On Friday, August 21, 2015 11:00:16 AM Alan Grimes wrote:
> Grant Edwards wrote:
> > On 2015-08-21, Alan McKinnon <alan.mckin...@gmail.com> wrote:
> >
> >> Earlier I saw segfaults in gcc, and another poster pointed it out.
> >>
> >> When gcc segfaults, it is always suspicious mostly because the compiler
> >> is an app where we know the devs take extraordinary measures to prevent 
it.
> >>
> >> The most common cause is faulty hardware (most often memory) as gcc
> >> tends to use all of it in ways no other app does. The usual procedure
> >> at this point is to run memtest for an extended period - say 48
> >> hours, or even 72 for an older slow machine.
> > That is definitely good advice.  I've run into this situation several
> > times.  A machine had bad RAM that didn't seem to cause any problems
> > under "normal" operation.  But, when trying to compile something large
> > like gcc, I would see non-repeatable segfaults (it wouldn't always
> > segfault at the exact same point).  In those cases, I could often run
> > memtest for several passes and not see an error. But, _eventually_
> > ramtest would catch it.  Run memtest for a few days.  Really.
> 
> Yeah, I know there's a single bit error out at the end of RAM that will
> appear on the third or fourth pass...
> 
> I have already RMA'd half of the ram in this machine because it was
> giving a whole fist-full of errors across two sticks... I run the rusty
> old bus on the CPU ( SIX CORES!!!!)  a bit harder than it was intended
> in order to keep up with the new junk. My previous machine had ECC.   =(
> 
> I was advised to just jack the voltage a little bit and live with it. I
> guess I'd better run more tests and see what the situation is....
> 
> It just doesn't seem reasonable to demand that every bit in a 32
> gigabyte memory bank be absolutely perfect....

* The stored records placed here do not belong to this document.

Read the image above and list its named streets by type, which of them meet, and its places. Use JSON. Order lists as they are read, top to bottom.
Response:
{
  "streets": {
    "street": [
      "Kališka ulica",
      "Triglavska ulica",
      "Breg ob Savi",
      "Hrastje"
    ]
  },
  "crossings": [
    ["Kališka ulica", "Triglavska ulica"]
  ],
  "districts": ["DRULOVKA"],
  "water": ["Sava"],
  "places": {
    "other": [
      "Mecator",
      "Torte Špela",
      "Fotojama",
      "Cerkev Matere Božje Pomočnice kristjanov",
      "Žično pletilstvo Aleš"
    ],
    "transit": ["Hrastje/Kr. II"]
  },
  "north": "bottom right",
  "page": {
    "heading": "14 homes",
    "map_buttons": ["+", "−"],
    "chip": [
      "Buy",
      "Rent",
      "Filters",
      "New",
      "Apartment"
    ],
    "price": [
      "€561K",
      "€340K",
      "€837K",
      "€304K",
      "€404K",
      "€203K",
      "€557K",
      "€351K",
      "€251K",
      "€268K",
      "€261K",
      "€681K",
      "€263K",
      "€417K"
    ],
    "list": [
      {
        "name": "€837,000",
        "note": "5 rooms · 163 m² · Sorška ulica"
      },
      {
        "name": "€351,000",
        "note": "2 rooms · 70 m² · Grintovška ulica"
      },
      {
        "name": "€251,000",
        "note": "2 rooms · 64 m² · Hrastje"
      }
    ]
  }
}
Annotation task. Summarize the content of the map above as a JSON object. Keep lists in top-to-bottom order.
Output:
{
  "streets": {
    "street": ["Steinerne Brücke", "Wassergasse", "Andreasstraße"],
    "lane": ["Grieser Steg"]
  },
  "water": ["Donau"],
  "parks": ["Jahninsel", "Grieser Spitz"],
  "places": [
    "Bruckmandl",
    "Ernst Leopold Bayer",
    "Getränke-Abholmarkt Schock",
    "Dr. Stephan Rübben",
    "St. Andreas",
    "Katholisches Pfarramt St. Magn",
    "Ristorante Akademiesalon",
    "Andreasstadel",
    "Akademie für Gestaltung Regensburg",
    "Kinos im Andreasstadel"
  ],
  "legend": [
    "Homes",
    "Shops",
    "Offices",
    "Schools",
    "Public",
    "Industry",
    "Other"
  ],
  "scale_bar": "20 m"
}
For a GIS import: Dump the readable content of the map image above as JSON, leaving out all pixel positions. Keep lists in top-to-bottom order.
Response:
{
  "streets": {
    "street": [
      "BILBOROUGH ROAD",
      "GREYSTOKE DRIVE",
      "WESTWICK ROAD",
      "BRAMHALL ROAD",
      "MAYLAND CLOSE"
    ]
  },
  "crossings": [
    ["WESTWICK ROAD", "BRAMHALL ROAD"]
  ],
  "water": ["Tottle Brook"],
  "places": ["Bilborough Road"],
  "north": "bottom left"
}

LOL. It's perfectly reasonable.
If it's under warranty, return it. And get a different brand cause it sounds 
like what you got is crap.

If it's not under warranty and after running the test for an extended period 
as adviced you're sure that it's only a single bad bit at the highest end you 
can boot with the mem= option. Also see memmap and memtest.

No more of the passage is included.